# Task instructions
Note each line in the data below that holds "linejoin", and copy it.

Records excerpted from a collection:
--*--

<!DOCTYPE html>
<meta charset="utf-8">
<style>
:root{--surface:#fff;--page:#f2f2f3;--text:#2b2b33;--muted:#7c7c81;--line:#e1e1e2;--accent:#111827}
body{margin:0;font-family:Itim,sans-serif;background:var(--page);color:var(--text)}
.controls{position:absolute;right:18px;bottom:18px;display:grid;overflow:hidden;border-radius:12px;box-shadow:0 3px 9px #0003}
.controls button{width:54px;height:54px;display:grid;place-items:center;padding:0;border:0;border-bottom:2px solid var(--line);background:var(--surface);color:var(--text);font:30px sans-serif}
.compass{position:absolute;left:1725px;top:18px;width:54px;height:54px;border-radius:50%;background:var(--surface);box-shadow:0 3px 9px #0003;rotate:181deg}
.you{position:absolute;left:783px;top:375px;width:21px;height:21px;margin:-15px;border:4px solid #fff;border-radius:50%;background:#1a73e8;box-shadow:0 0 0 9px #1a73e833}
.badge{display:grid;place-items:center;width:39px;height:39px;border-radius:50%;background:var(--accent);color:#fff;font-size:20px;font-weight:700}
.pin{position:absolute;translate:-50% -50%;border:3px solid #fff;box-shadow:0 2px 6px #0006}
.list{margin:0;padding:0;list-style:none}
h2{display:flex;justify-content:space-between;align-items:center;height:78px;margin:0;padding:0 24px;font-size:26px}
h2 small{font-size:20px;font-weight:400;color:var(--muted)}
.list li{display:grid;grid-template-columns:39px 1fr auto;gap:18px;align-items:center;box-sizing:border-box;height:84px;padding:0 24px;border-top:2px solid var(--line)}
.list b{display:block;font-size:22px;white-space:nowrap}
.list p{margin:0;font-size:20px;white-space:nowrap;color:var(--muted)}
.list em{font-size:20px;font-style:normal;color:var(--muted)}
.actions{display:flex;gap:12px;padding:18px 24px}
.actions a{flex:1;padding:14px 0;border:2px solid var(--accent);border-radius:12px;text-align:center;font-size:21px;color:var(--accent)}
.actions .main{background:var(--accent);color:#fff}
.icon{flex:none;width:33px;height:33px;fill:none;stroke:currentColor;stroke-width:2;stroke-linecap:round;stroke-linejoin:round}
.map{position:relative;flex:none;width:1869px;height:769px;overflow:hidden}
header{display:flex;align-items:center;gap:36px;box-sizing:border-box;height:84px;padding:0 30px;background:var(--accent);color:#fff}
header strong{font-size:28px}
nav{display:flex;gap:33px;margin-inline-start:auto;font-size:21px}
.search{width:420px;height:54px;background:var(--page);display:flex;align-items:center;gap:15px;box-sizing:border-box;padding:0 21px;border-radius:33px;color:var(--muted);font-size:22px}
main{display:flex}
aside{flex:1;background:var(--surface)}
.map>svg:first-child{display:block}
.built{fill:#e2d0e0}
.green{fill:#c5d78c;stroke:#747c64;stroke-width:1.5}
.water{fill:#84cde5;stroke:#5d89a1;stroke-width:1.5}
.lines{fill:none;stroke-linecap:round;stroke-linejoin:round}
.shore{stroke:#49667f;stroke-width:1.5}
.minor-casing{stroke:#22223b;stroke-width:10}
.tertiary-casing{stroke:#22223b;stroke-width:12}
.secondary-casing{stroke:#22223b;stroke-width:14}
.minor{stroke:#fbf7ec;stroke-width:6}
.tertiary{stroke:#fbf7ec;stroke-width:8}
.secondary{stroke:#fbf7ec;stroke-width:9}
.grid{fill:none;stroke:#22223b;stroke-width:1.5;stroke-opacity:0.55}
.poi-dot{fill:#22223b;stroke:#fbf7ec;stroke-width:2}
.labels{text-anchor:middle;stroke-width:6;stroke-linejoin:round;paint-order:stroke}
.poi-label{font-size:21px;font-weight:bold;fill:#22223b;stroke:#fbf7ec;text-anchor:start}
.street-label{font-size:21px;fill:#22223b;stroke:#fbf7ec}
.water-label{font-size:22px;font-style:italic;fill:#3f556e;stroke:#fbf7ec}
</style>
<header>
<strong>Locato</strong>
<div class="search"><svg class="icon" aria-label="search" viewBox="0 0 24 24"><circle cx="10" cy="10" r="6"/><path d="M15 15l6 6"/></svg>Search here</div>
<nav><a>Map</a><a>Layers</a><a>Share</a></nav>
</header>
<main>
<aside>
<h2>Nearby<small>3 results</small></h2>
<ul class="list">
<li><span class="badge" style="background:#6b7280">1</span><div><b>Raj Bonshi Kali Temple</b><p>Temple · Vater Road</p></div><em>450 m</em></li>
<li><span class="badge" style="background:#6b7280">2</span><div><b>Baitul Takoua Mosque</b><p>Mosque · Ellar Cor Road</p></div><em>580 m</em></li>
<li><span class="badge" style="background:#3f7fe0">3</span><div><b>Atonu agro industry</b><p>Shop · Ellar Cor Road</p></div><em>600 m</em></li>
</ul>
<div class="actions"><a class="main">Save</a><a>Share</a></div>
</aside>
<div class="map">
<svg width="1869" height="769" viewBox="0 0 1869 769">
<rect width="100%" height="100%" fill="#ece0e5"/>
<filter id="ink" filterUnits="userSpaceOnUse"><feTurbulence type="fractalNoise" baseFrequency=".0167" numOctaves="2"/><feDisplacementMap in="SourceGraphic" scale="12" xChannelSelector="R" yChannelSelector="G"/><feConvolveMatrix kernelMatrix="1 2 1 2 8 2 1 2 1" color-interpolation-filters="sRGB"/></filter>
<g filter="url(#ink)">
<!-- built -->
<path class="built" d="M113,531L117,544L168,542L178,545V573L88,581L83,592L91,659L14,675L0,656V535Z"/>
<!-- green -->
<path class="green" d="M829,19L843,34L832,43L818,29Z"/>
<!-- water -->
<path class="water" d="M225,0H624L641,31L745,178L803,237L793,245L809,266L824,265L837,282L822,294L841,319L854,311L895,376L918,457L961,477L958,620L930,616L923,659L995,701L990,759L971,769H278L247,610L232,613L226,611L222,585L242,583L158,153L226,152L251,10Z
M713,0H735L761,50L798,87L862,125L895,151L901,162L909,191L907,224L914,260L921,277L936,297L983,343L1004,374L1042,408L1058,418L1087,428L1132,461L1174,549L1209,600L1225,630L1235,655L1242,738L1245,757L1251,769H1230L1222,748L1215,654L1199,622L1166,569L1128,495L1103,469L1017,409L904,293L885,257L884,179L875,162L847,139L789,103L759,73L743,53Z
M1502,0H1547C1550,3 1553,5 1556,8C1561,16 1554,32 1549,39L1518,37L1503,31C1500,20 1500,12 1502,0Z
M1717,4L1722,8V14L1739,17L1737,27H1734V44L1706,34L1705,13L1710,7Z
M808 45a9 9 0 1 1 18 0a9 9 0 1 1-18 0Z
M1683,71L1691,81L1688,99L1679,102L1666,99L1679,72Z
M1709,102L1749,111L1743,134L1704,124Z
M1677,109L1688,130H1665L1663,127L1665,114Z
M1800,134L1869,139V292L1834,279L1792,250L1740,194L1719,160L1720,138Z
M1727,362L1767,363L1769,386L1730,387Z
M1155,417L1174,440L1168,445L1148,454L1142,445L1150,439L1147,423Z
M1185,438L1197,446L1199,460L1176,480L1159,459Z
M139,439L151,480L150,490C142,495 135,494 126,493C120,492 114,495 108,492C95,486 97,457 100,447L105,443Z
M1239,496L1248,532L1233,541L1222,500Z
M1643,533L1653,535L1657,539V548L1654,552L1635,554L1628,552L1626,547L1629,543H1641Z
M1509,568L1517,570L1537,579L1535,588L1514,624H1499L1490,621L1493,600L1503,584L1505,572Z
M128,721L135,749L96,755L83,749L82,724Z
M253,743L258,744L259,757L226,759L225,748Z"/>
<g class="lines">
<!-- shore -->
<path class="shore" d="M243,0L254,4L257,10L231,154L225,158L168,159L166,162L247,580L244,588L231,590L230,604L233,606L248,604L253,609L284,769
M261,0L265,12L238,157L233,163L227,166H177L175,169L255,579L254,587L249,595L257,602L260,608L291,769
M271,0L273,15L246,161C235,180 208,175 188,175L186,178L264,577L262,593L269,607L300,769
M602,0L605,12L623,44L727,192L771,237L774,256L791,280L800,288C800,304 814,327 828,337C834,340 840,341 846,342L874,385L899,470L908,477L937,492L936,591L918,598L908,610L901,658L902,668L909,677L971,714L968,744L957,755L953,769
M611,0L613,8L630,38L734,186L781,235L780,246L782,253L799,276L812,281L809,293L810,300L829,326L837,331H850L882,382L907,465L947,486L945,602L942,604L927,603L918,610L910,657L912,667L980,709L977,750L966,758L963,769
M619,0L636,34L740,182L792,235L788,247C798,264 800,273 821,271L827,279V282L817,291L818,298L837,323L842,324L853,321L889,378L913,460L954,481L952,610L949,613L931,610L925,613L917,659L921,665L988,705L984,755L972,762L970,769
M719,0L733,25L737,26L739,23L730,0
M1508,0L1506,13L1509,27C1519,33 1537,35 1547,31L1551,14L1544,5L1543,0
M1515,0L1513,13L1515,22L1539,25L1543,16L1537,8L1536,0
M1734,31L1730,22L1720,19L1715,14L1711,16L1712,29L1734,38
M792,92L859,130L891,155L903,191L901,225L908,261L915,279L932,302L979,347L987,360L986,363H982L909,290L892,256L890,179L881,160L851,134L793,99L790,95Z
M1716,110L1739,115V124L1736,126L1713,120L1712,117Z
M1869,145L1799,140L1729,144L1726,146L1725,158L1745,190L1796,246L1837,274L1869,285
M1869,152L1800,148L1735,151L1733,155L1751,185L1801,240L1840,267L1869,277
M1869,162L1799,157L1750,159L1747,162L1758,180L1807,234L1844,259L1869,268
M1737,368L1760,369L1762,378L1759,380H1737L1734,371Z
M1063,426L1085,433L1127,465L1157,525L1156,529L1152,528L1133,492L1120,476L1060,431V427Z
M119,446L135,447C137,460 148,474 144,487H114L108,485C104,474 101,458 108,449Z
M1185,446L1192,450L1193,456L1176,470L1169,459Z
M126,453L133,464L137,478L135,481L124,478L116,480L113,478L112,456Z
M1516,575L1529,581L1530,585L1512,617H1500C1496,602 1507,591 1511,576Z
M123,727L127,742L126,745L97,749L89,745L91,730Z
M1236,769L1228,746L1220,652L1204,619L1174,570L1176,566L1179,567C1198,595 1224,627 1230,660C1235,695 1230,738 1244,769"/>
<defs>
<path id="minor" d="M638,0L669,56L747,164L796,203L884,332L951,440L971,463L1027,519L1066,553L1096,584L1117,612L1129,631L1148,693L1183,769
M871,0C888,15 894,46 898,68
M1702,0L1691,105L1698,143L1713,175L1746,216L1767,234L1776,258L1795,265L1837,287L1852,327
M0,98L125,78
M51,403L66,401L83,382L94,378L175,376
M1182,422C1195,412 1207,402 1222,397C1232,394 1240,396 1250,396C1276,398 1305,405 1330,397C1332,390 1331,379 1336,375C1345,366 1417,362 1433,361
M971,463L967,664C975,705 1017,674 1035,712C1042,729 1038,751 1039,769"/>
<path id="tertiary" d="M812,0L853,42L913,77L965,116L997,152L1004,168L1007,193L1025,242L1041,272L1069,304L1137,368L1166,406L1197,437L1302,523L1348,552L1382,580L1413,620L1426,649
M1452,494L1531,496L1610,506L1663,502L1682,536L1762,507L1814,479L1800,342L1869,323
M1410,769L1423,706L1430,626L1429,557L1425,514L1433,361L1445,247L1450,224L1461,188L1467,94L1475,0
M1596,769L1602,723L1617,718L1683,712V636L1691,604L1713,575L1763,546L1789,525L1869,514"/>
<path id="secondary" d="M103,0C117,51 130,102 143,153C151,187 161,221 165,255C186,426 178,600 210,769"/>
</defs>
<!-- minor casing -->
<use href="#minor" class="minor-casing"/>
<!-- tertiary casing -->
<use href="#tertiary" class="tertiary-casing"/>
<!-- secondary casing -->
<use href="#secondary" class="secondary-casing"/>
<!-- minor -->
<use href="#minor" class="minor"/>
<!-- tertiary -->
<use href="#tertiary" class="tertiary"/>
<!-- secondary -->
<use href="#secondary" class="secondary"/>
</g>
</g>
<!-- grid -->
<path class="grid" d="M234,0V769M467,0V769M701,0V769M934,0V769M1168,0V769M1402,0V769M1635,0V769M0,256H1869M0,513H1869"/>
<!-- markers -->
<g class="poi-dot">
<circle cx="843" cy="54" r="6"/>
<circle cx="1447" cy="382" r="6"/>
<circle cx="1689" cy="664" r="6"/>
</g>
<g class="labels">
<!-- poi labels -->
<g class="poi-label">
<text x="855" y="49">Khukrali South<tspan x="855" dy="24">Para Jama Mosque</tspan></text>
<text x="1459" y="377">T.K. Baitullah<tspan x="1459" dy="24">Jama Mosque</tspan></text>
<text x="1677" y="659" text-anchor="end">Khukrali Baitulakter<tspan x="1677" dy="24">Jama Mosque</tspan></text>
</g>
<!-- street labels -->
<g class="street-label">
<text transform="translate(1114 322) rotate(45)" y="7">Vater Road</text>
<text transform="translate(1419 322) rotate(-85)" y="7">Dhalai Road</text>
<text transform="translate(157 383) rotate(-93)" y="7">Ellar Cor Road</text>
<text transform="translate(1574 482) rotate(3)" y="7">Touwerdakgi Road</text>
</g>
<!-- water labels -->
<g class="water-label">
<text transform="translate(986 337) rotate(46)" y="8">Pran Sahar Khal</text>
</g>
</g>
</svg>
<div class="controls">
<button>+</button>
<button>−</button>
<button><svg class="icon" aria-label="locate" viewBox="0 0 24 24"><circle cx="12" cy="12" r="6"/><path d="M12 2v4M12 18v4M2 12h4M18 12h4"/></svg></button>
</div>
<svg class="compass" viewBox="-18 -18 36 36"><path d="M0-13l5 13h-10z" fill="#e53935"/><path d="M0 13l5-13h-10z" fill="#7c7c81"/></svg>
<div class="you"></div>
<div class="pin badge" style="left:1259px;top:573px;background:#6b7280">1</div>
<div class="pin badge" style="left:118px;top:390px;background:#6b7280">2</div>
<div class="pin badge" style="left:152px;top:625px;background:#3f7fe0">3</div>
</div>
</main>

--*--

# Solution to this exercise
.icon{flex:none;width:33px;height:33px;fill:none;stroke:currentColor;stroke-width:2;stroke-linecap:round;stroke-linejoin:round}
.lines{fill:none;stroke-linecap:round;stroke-linejoin:round}
.labels{text-anchor:middle;stroke-width:6;stroke-linejoin:round;paint-order:stroke}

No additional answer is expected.